Records excerpted from a collection:
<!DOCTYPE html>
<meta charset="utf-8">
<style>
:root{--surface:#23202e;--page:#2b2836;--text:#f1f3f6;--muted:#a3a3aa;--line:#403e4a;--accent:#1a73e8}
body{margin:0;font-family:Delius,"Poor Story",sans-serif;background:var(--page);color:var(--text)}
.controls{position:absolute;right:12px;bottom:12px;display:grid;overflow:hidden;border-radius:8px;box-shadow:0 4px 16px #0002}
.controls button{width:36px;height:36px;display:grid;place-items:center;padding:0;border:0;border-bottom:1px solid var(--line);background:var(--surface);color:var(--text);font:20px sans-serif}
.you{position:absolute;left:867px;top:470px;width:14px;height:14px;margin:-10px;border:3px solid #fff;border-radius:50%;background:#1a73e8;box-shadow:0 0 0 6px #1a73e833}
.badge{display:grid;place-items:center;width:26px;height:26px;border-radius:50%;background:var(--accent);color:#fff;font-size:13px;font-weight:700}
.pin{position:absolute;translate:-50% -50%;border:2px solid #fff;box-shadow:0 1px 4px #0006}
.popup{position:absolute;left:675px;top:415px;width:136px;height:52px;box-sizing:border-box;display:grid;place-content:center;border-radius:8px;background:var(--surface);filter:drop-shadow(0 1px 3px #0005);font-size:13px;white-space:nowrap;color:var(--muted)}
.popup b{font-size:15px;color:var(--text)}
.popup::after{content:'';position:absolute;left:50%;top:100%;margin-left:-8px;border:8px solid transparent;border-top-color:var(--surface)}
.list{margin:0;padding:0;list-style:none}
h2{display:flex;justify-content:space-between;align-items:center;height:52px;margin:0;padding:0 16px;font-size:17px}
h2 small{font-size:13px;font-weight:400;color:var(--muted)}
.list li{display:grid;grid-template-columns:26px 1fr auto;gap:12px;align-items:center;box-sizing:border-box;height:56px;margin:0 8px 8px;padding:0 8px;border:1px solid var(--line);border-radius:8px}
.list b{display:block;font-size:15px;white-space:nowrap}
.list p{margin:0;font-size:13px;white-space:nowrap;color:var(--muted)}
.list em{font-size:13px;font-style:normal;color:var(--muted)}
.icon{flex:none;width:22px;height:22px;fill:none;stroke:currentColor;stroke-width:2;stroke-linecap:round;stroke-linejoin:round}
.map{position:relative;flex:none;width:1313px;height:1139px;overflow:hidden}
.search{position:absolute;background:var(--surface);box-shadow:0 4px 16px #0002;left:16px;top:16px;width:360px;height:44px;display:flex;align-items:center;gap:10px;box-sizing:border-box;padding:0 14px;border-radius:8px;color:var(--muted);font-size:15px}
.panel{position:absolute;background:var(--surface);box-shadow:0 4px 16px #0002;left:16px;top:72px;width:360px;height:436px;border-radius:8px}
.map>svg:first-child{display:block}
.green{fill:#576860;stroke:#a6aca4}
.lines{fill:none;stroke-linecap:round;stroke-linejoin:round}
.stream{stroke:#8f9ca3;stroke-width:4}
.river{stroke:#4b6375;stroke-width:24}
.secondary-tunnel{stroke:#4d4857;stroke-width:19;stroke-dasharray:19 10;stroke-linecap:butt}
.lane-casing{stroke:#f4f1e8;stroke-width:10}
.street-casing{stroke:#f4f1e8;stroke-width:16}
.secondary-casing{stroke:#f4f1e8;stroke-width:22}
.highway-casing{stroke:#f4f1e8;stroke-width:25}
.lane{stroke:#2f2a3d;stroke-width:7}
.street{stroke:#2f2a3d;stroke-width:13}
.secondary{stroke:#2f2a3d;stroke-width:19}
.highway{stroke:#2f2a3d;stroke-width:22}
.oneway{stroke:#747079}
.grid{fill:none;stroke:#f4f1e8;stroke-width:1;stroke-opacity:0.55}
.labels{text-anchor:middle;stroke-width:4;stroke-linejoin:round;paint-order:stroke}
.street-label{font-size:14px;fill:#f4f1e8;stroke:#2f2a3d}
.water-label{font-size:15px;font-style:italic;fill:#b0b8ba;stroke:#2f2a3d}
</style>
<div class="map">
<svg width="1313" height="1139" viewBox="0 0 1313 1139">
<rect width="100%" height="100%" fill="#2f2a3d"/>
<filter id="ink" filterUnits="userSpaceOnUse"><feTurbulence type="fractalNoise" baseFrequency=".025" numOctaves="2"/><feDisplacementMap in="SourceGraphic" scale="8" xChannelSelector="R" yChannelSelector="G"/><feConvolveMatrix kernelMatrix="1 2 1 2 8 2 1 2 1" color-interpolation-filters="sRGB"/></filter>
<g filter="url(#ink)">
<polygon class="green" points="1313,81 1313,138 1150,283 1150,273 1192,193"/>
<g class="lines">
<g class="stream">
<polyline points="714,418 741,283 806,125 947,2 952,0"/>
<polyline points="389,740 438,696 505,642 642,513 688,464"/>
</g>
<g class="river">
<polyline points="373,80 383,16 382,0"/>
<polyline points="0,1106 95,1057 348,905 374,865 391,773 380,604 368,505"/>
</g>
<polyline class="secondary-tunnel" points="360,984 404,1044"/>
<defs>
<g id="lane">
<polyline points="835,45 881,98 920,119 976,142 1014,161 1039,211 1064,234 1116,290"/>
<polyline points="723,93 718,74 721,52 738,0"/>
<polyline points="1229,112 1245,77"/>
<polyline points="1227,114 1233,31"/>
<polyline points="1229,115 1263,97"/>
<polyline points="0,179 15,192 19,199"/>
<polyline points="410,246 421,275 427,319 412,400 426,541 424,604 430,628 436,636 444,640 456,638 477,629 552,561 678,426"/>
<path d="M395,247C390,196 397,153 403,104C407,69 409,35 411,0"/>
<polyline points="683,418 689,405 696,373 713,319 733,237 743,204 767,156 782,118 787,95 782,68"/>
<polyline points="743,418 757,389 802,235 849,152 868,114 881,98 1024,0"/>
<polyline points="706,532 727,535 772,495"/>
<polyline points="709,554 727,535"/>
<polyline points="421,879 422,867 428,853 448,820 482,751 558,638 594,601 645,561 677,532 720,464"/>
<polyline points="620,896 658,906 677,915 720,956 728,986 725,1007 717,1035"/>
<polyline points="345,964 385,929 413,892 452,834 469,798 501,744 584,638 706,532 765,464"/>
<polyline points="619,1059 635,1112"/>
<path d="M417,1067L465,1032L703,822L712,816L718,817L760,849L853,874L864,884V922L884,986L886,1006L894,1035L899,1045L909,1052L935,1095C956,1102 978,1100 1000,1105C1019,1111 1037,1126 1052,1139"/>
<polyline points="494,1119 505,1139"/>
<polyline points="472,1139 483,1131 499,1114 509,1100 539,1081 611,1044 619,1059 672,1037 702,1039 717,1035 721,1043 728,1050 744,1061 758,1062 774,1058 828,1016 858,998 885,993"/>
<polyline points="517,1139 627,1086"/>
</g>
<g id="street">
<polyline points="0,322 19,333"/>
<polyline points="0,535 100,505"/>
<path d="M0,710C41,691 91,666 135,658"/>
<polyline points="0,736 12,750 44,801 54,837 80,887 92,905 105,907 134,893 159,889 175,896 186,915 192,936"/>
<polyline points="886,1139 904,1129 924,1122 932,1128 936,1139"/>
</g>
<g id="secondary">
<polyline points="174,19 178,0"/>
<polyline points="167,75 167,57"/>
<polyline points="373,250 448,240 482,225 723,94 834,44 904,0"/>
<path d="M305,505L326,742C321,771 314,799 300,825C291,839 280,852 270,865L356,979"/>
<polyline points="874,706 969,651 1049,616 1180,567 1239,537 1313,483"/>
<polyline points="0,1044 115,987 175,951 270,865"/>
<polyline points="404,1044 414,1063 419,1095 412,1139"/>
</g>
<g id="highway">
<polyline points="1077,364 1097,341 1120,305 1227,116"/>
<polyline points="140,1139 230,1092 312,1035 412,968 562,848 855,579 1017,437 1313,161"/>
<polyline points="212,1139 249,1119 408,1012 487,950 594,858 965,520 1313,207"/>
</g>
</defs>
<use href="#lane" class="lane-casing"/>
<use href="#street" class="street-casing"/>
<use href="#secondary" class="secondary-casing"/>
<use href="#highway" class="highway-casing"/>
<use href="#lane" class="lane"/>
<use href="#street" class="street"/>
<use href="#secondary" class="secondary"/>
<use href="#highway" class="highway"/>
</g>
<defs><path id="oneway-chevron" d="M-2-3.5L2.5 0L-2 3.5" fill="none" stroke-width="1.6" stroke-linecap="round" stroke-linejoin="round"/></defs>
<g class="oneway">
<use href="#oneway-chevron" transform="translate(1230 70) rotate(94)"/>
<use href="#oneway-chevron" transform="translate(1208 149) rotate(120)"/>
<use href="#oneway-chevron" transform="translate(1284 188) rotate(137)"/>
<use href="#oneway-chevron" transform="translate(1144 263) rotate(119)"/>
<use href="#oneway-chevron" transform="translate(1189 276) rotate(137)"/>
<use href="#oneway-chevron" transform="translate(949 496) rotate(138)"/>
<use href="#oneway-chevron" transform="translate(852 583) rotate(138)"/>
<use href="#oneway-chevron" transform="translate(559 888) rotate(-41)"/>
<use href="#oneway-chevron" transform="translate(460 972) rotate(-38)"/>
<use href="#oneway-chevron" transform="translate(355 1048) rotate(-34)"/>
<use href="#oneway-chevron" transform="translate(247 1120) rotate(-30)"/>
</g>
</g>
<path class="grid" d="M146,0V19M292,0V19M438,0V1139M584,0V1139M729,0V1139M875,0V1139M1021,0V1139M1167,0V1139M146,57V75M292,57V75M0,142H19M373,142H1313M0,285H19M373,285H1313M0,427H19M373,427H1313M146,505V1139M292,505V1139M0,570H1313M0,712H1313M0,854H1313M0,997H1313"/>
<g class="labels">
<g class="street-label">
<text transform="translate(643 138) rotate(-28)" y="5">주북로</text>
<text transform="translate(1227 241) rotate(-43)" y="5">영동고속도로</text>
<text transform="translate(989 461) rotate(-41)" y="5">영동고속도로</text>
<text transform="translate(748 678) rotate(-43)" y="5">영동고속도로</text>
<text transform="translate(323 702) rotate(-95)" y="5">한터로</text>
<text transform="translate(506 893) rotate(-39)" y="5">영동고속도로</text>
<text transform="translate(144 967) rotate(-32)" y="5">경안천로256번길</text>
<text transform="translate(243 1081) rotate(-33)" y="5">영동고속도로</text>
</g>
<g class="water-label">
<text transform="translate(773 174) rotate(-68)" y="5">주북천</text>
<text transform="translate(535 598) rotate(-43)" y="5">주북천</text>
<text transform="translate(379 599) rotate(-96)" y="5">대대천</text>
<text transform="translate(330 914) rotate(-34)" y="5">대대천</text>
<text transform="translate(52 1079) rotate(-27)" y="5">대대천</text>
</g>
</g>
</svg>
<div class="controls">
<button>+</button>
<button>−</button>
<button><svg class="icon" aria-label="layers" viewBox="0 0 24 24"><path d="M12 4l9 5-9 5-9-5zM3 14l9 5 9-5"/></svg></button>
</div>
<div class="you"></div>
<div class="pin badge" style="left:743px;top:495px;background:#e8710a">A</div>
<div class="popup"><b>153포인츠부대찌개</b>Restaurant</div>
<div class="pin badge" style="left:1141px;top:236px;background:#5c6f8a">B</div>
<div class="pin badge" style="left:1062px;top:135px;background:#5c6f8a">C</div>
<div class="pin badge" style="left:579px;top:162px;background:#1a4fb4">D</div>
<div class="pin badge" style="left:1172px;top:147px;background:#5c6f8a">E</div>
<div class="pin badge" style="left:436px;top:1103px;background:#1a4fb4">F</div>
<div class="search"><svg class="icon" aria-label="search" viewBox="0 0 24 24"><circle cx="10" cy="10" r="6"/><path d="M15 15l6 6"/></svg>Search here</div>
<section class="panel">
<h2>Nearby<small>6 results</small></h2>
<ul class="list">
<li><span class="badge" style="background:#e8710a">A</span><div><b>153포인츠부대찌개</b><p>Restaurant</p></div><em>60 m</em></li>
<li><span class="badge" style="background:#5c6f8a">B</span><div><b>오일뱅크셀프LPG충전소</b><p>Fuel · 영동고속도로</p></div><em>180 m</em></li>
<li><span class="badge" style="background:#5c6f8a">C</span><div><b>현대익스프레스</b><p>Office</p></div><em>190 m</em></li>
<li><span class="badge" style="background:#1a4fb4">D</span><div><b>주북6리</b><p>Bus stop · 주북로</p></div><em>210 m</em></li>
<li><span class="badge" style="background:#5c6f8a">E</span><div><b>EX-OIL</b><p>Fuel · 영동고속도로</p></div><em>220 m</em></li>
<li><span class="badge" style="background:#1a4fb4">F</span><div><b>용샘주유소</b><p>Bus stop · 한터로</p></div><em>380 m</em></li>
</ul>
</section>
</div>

» **Directions for this task**
If a line in the data holds the string "bottom", copy that line.

» **Exercise solution**
.controls{position:absolute;right:12px;bottom:12px;display:grid;overflow:hidden;border-radius:8px;box-shadow:0 4px 16px #0002}
.controls button{width:36px;height:36px;display:grid;place-items:center;padding:0;border:0;border-bottom:1px solid var(--line);background:var(--surface);color:var(--text);font:20px sans-serif}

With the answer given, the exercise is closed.